Coprime Collections (8/26 – 9/8)
Find the value of
$$
\lim_{N \to \infty} \sum_{\substack{1 \leq a, b \leq N \\ \gcd(a,b) = 1}} \frac{1}{a^2b^2}
$$
where the summation runs from all values of \(1 \leq a \leq N, 1 \leq b \leq N, \gcd(a,b) = 1\)
given
$$
\sum_{n=1}^\infty \frac{1}{n^2} = \frac{\pi^2}{6}, \sum_{n=1}^\infty \frac{1}{n^4} = \frac{\pi^4}{90}
$$
Solution:
Let the sum we wish to compute equal to \(S\).
Consider the sum
\[\sum_{a=1}^\infty \sum_{b=1}^\infty \frac{1}{a^2b^2}\]

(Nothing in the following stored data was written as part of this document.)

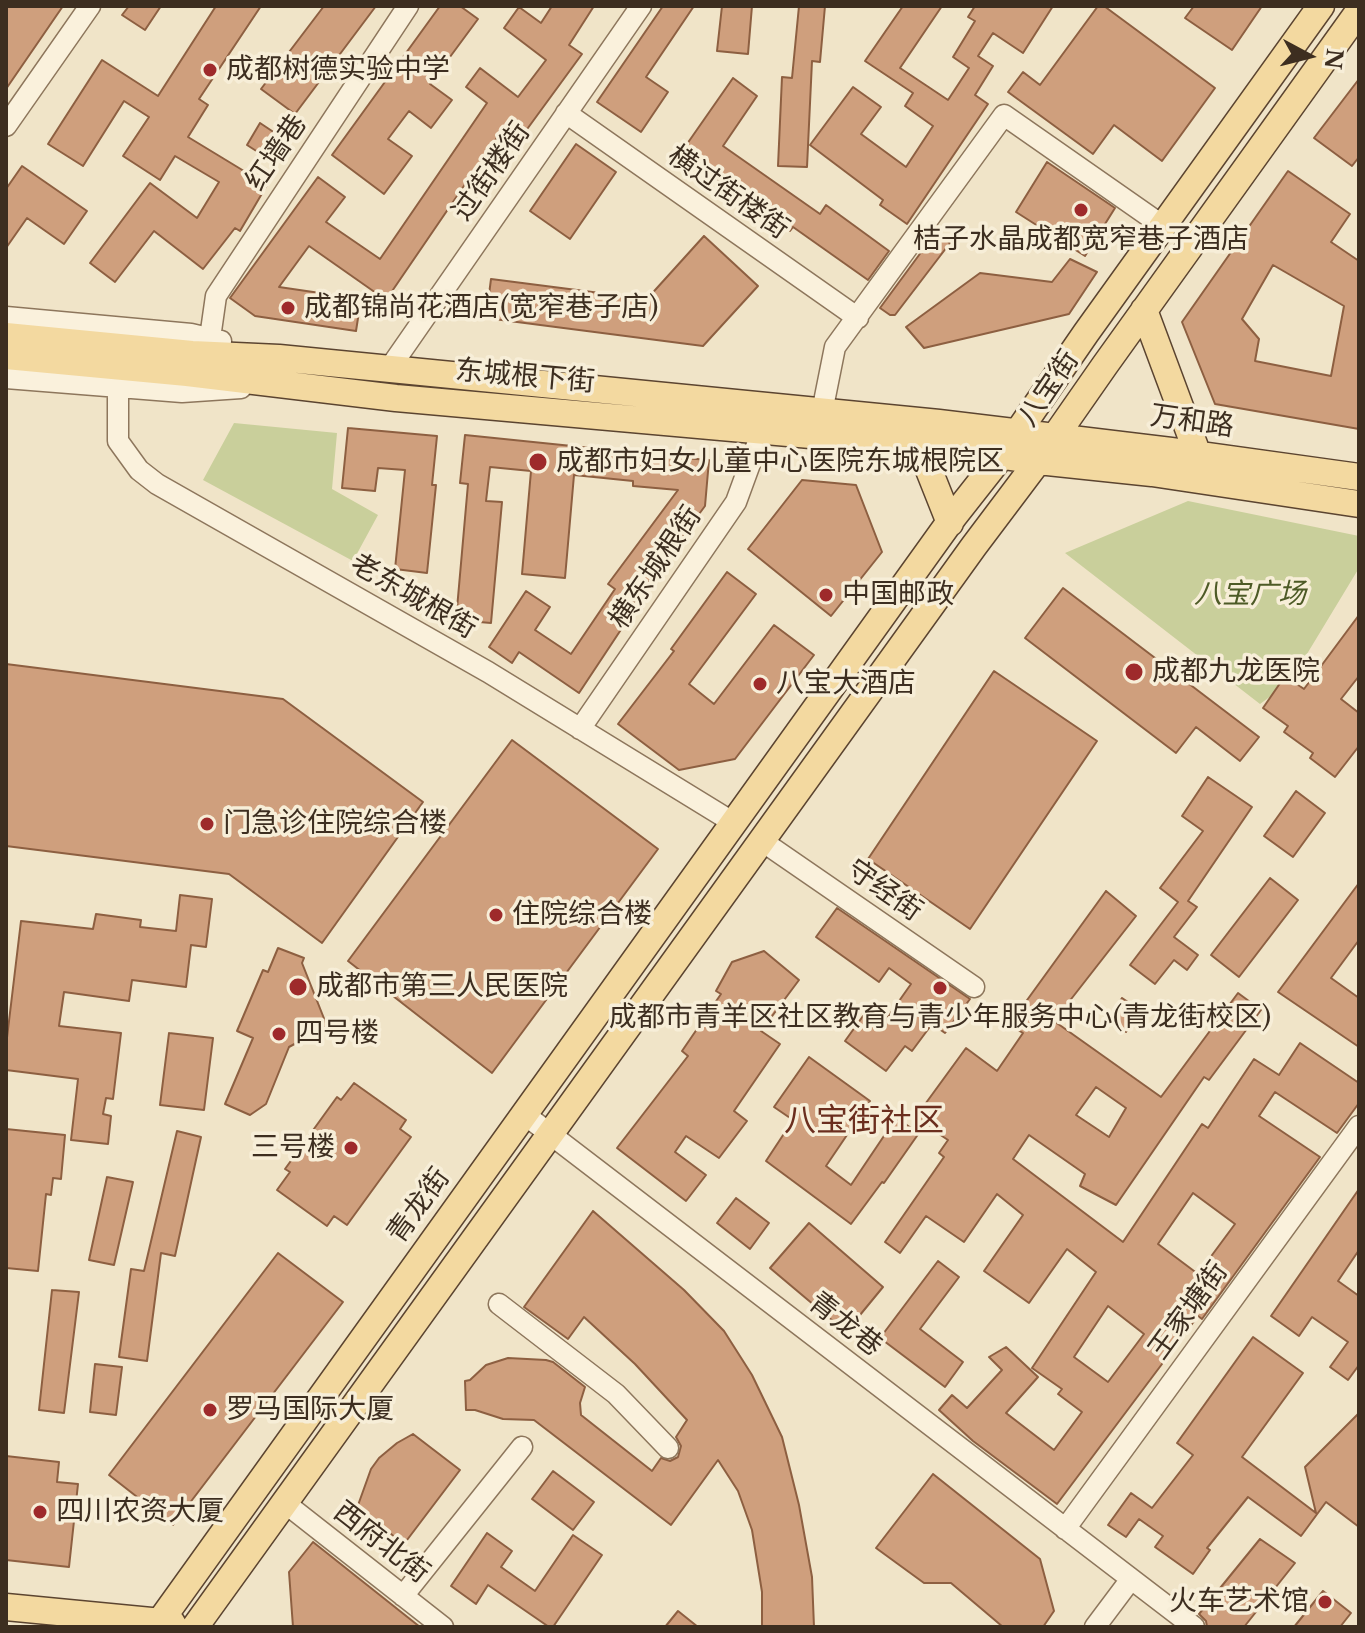 <!DOCTYPE html>
<html>
<head>
<meta charset="utf-8">
<style>
  body { margin:0 }
  #map { position:relative; width:1365px; height:1633px; overflow:hidden; background:#f0e4c8; font-family:"Libre Baskerville",serif }
  canvas { display:block }
  .frame { position:absolute; inset:0; border:8px solid #3d2e20; pointer-events:none }
  .north { position:absolute; left:1269px; top:16px; width:80px; height:80px; -webkit-text-stroke:6px #f7eed8; paint-order:stroke; rotate:97deg; font-size:22px; font-weight:700; line-height:32px; text-align:center; color:#3d2e20 }
  .north::after { content:''; display:block; margin:auto; width:28px; height:36px; background:#3d2e20; clip-path:polygon(50% 0,100% 100%,50% 72%,0 100%) }
</style>
</head>
<body>
<div id="map">
<canvas width="1365" height="1633"></canvas>
<div class="frame"></div>
<div class="north">N</div>
</div>
<script>
const c = document.querySelector('canvas').getContext('2d');
c.lineJoin = 'round';
function paint(path, color) {
  c.fillStyle = color;
  c.fill(path, 'evenodd');
}
function poly(rows) {
  const path = new Path2D();
  for (const r of rows) {
    path.moveTo(r[0], r[1]);
    for (let i = 2; i < r.length; i += 2) path.lineTo(r[i], r[i + 1]);
  }
  return path;
}
function trace(path, color, width, dash) {
  c.strokeStyle = color;
  c.lineWidth = width;
  c.lineCap = dash ? 'butt' : 'round';
  c.setLineDash(dash || []);
  c.stroke(path);
}
function write(font, color, halo, rows, align = 'center') {
  c.font = font + ' "Libre Baskerville","Noto Sans SC",serif';
  c.lineWidth = 7;
  c.setLineDash([]);
  c.textBaseline = 'middle';
  c.strokeStyle = halo;
  c.fillStyle = color;
  for (const [text, x, y, turn = 0] of rows) {
    c.save();
    c.translate(x, y);
    c.rotate((+turn || 0) * Math.PI / 180);
    c.textAlign = isNaN(turn) ? turn : align;
    if (halo) c.strokeText(text, 0, 0);
    c.fillText(text, 0, 0);
    c.restore();
  }
}
paint(poly([
  [234,423,337,433,332,489,378,515,353,561,203,480],
  [1188,501,1359,536,1359,568,1290,682,1260,704,1065,553]
]), '#c9cf9b');
const building = poly([
  [6,6,63,6,6,89,6,6],
  [129,6,161,6,145,30,122,15,129,6],
  [216,6,261,6,199,99,208,105,188,137,267,185,240,231,235,228,203,269,154,231,115,282,90,263,150,183,197,218,219,182,175,156,160,180,123,156,149,117,124,101,83,166,48,144,102,60,158,96,216,6],
  [324,6,376,6,295,114,261,89,324,6],
  [440,6,460,6,478,19,430,84,452,100,431,128,409,111,388,139,412,156,384,194,332,155,440,6],
  [552,6,594,6,569,45,582,54,525,132,509,120,386,300,309,246,279,287,361,299,356,331,255,316,230,298,318,177,345,197,326,222,380,259,487,103,466,87,480,68,518,97,546,60,504,28,519,7,541,23,552,6],
  [663,6,694,6,646,77,668,92,641,132,597,102,663,6],
  [722,6,752,6,748,54,717,51,722,6],
  [799,6,825,6,820,62,812,61,807,167,778,166,782,77,792,78,799,6],
  [903,6,942,6,900,68,948,100,969,68,953,57,975,21,968,17,975,6,1053,6,1023,53,993,33,978,56,993,66,975,95,988,104,907,224,880,205,883,200,810,145,853,87,881,107,861,134,906,167,933,126,905,106,913,93,865,61,903,6],
  [1098,6,1104,6,1215,88,1162,161,1114,125,1093,154,1008,92,1023,72,1040,85,1098,6],
  [1194,6,1262,6,1232,50,1185,18,1194,6],
  [733,78,757,96,723,146,820,214,826,205,889,251,868,280,793,227,790,231,680,154,733,78],
  [1359,79,1359,157,1352,166,1314,138,1359,79],
  [260,123,275,133,261,154,247,145,260,123],
  [576,144,616,172,570,239,530,211,576,144],
  [1047,162,1115,208,1085,256,1016,212,1047,162],
  [22,166,87,211,64,244,27,218,6,248,6,189,22,166],
  [1288,171,1350,214,1331,242,1359,261,1359,429,1215,404,1182,322,1288,171],
  [1273,265,1344,306,1331,376,1255,361,1259,339,1242,319,1273,265],
  [936,232,950,243,895,315,890,315,880,308,936,232],
  [704,236,758,286,703,346,486,318,491,279,647,299,704,236],
  [1070,259,1097,272,1069,314,924,348,906,327,980,273,1052,282,1070,259],
  [348,428,437,436,432,485,436,485,427,573,395,569,405,470,378,468,375,491,342,488,348,428],
  [465,435,611,450,611,452,709,460,705,506,628,610,632,613,579,693,519,652,512,663,489,647,526,591,550,607,535,630,571,654,615,589,608,584,678,490,633,486,633,481,574,475,565,578,522,574,531,471,490,467,486,501,502,502,491,623,456,620,468,484,460,483,465,435],
  [802,480,856,485,882,552,831,616,748,549,802,480],
  [727,572,756,594,689,684,714,704,774,625,814,655,735,759,679,770,618,724,674,651,671,649,727,572],
  [1063,588,1259,737,1240,761,1196,727,1176,753,1025,638,1063,588],
  [1359,615,1359,676,1341,699,1359,713,1359,746,1335,777,1310,758,1313,753,1284,732,1288,726,1263,708,1285,676,1304,689,1359,615],
  [6,664,283,699,423,802,322,943,229,874,6,846,6,664],
  [994,671,1097,741,970,929,868,859,994,671],
  [512,740,658,849,492,1073,348,961,512,740],
  [1208,777,1252,807,1188,901,1197,907,1174,937,1198,955,1187,970,1174,960,1155,984,1130,965,1178,902,1160,888,1203,831,1182,816,1208,777],
  [1296,791,1325,813,1293,857,1264,836,1296,791],
  [1270,878,1298,900,1239,977,1211,955,1270,878],
  [1359,883,1359,940,1331,978,1359,998,1359,1047,1278,992,1359,883],
  [1106,891,1136,916,1054,1021,1161,1097,1238,993,1261,1010,1209,1080,1204,1077,1116,1205,1080,1186,1085,1174,1029,1135,1013,1159,1123,1242,1202,1124,1208,1128,1254,1059,1279,1075,1300,1043,1359,1083,1359,1103,1337,1133,1275,1092,1259,1116,1320,1157,1202,1319,1198,1316,1057,1504,973,1441,939,1410,952,1395,967,1408,1002,1370,989,1357,1006,1347,1038,1377,1006,1413,1054,1450,1082,1412,1058,1394,1062,1389,1032,1368,1096,1272,1067,1249,1029,1303,984,1271,1023,1215,997,1194,964,1242,926,1216,900,1253,885,1242,944,1157,939,1153,948,1140,915,1118,966,1048,997,1071,1023,1033,1009,1025,1106,891],
  [1096,1087,1126,1108,1109,1137,1076,1115,1096,1087],
  [1193,1193,1235,1224,1198,1274,1158,1244,1193,1193],
  [1108,1306,1144,1334,1108,1382,1074,1357,1108,1306],
  [180,895,212,899,206,947,191,945,186,987,132,980,129,1001,64,992,59,1026,121,1033,113,1099,106,1098,103,1114,111,1116,108,1144,71,1140,78,1079,6,1070,6,1046,21,921,93,929,96,914,141,920,140,927,176,931,180,895],
  [837,908,970,999,945,1033,932,1024,912,1051,905,1046,886,1071,845,1041,863,1016,880,1028,911,984,889,968,879,982,816,937,837,908],
  [278,948,304,958,302,963,327,1026,289,1047,266,1104,250,1115,225,1104,253,1038,237,1031,263,970,268,972,278,948],
  [764,951,799,980,761,1031,780,1044,734,1111,747,1121,719,1158,686,1136,675,1152,706,1175,686,1201,617,1148,688,1056,682,1051,721,994,716,991,732,962,764,951],
  [1122,998,1140,1010,1126,1032,1108,1020,1122,998],
  [169,1033,213,1038,204,1110,160,1105,169,1033],
  [809,1057,870,1101,826,1166,851,1185,896,1118,919,1133,884,1183,882,1182,851,1224,766,1161,793,1120,774,1107,809,1057],
  [354,1083,406,1120,400,1129,411,1137,347,1225,334,1216,327,1226,277,1190,290,1172,285,1169,337,1097,341,1100,354,1083],
  [6,1129,65,1135,61,1179,53,1178,51,1195,46,1194,38,1271,6,1268,6,1129],
  [177,1131,201,1137,175,1256,161,1253,147,1361,119,1357,131,1269,144,1271,177,1131],
  [107,1177,133,1182,114,1265,89,1260,107,1177],
  [1359,1189,1359,1250,1338,1281,1359,1296,1359,1365,1348,1380,1330,1367,1348,1342,1312,1317,1299,1336,1271,1316,1359,1189],
  [736,1198,769,1223,750,1249,717,1223,736,1198],
  [593,1211,684,1290,724,1331,752,1375,782,1437,799,1505,812,1577,814,1627,762,1627,762,1592,752,1530,738,1491,718,1460,671,1525,534,1420,503,1419,475,1410,466,1410,465,1381,470,1380,486,1365,508,1358,546,1360,553,1362,585,1387,580,1403,581,1415,652,1471,661,1458,670,1461,678,1457,681,1446,676,1437,687,1420,635,1364,584,1317,568,1339,524,1307,593,1211],
  [809,1223,883,1287,846,1332,770,1268,809,1223],
  [278,1253,343,1302,173,1525,109,1475,278,1253],
  [938,1261,959,1277,920,1329,963,1362,945,1387,880,1338,938,1261],
  [52,1290,79,1292,64,1413,39,1410,52,1290],
  [1253,1337,1303,1373,1242,1457,1316,1513,1305,1467,1359,1413,1359,1527,1326,1502,1301,1536,1248,1497,1207,1548,1210,1550,1193,1574,1155,1547,1163,1536,1139,1519,1126,1537,1108,1525,1131,1493,1152,1508,1193,1455,1177,1443,1253,1337],
  [95,1364,122,1367,116,1415,90,1412,95,1364],
  [413,1434,460,1470,404,1544,357,1508,371,1469,379,1458,397,1443,413,1434],
  [6,1456,59,1462,57,1482,78,1484,69,1567,6,1560,6,1456],
  [553,1471,594,1502,573,1530,532,1499,553,1471],
  [933,1474,1040,1559,1054,1611,1043,1627,1003,1627,951,1583,924,1583,876,1548,933,1474],
  [487,1533,512,1551,501,1567,535,1591,573,1535,602,1555,553,1627,549,1627,488,1585,476,1604,451,1586,487,1533],
  [1260,1539,1295,1563,1244,1627,1207,1627,1206,1621,1199,1614,1260,1539],
  [313,1542,420,1627,293,1627,289,1572,313,1542],
  [1323,1591,1351,1613,1340,1627,1294,1627,1323,1591],
  [678,1611,698,1627,665,1627,678,1611]
]);
paint(building, '#cf9f7d');
trace(building, '#8d5f41', 2);
const minor = poly([
  [566,113,858,318],
  [6,126,90,6],
  [6,317,191,334,221,341],
  [210,338,216,296,408,6],
  [389,369,641,6],
  [6,378,182,392,241,388],
  [118,389,118,441,139,470,157,484,488,672,734,823],
  [822,412,835,347,1004,115,1163,226],
  [580,729,736,502,762,431],
  [762,841,974,987],
  [524,1114,1194,1627],
  [499,1304,616,1394,668,1448],
  [285,1503,443,1627],
  [1065,1529,1359,1126],
  [403,1596,522,1447],
  [1095,1627,1131,1579]
]);
const major = poly([
  [1144,310,1198,455],
  [6,336,192,354,279,358,939,423,1171,451,1359,477],
  [6,356,187,373,396,398,934,446,1038,461,1152,473,1359,504],
  [919,445,950,523],
  [6,1607,172,1623],
  [156,1627,954,516,1002,455,1086,333,1321,6],
  [195,1627,974,546,1038,461,1105,365,1359,11]
]);
trace(minor, '#8d765c', 23);
trace(major, '#5b4430', 29);
trace(minor, '#faf1dc', 20);
trace(major, '#f3d9a0', 26);
for (const [x, y, r, color] of [
  [210,70,8,"#9e2a2b"],
  [1081,210,8,"#9e2a2b"],
  [288,308,8,"#9e2a2b"],
  [538,462,10,"#9e2a2b"],
  [826,595,8,"#9e2a2b"],
  [1134,672,10,"#9e2a2b"],
  [760,684,8,"#9e2a2b"],
  [207,824,8,"#9e2a2b"],
  [496,915,8,"#9e2a2b"],
  [298,987,10,"#9e2a2b"],
  [940,988,8,"#9e2a2b"],
  [279,1034,8,"#9e2a2b"],
  [351,1148,8,"#9e2a2b"],
  [210,1410,8,"#9e2a2b"],
  [40,1512,8,"#9e2a2b"],
  [1325,1602,8,"#9e2a2b"]
]) {
  const dot = new Path2D();
  dot.arc(x, y, r, 0, 2 * Math.PI);
  c.fillStyle = color;
  c.fill(dot);
  trace(dot, '#f7eed8', 3);
}
write('28px', '#3d2e20', '#f7eed8', [
  ["成都树德实验中学",226,70],
  ["桔子水晶成都宽窄巷子酒店",1081,240,"center"],
  ["成都锦尚花酒店(宽窄巷子店)",304,308],
  ["成都市妇女儿童中心医院东城根院区",556,462],
  ["中国邮政",842,595],
  ["成都九龙医院",1152,672],
  ["八宝大酒店",776,684],
  ["门急诊住院综合楼",223,824],
  ["住院综合楼",512,915],
  ["成都市第三人民医院",316,987],
  ["成都市青羊区社区教育与青少年服务中心(青龙街校区)",940,1018,"center"],
  ["四号楼",295,1034],
  ["三号楼",335,1148,"right"],
  ["罗马国际大厦",226,1410],
  ["四川农资大厦",56,1512],
  ["火车艺术馆",1309,1602,"right"]
], 'left');
write('28px', '#3d2e20', '#f7eed8', [
  ["红墙巷",277,153,-56],
  ["过街楼街",492,172,-55],
  ["横过街楼街",728,193,35],
  ["东城根下街",525,377,5],
  ["八宝街",1049,389,-56],
  ["万和路",1192,422,8],
  ["横东城根街",656,568,-56],
  ["老东城根街",413,597,30],
  ["守经街",884,891,35],
  ["青龙街",419,1206,-54],
  ["王家塘街",1189,1311,-54],
  ["青龙巷",845,1325,38],
  ["西府北街",381,1543,38]
]);
write('italic 28px', '#4d5a26', '#f7eed8', [
  ["八宝广场",1250,595]
]);
write('32px', '#6b2e1e', '#f7eed8', [
  ["八宝街社区",864,1122]
]);
</script>
</body>
</html>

This is equal to \[\sum_{a=1}^\infty \frac{1}{a^2} \sum_{b=1}^\infty \frac{1}{b^2} = \frac{\pi^4}{36}\]
We can rewrite this into
$$\mathop{\sum_{a=1}^{\infty}\sum_{b=1}^{\infty}}_{\gcd(a,b) = 1} \frac{1}{a^2b^2} + \mathop{\sum_{a=1}^{\infty}\sum_{b=1}^{\infty}}_{\gcd(a,b) = 2} \frac{1}{a^2b^2} + \dots$$
Using the fact that if \(\gcd(a,b) = k, \gcd(\frac{a}{k}, \frac{b}{k}) = 1\), we can conclude that
$$\mathop{\sum_{a=1}^{\infty}\sum_{b=1}^{\infty}}_{\gcd(a,b) = k} \frac{1}{a^2b^2} = \mathop{\sum_{a=1}^{\infty}\sum_{b=1}^{\infty}}_{\gcd(a,b) = 1} \frac{1}{(ka)^2(kb)^2} = \frac{1}{k^4}\mathop{\sum_{a=1}^{\infty}\sum_{b=1}^{\infty}}_{\gcd(a,b) = 1} \frac{1}{a^2b^2}$$
Thus, we get that
\[\frac{\pi^4}{36} = \sum_{a=1}^\infty \sum_{b=1}^\infty \frac{1}{a^2b^2} = S + \frac{S}{2^4} + \frac{S}{3^4} + \dots = S(1 + \frac{1}{2^4} + \dots) = S \cdot \frac{\pi^4}{90}\]
$$\therefore S = \frac{5}{2}$$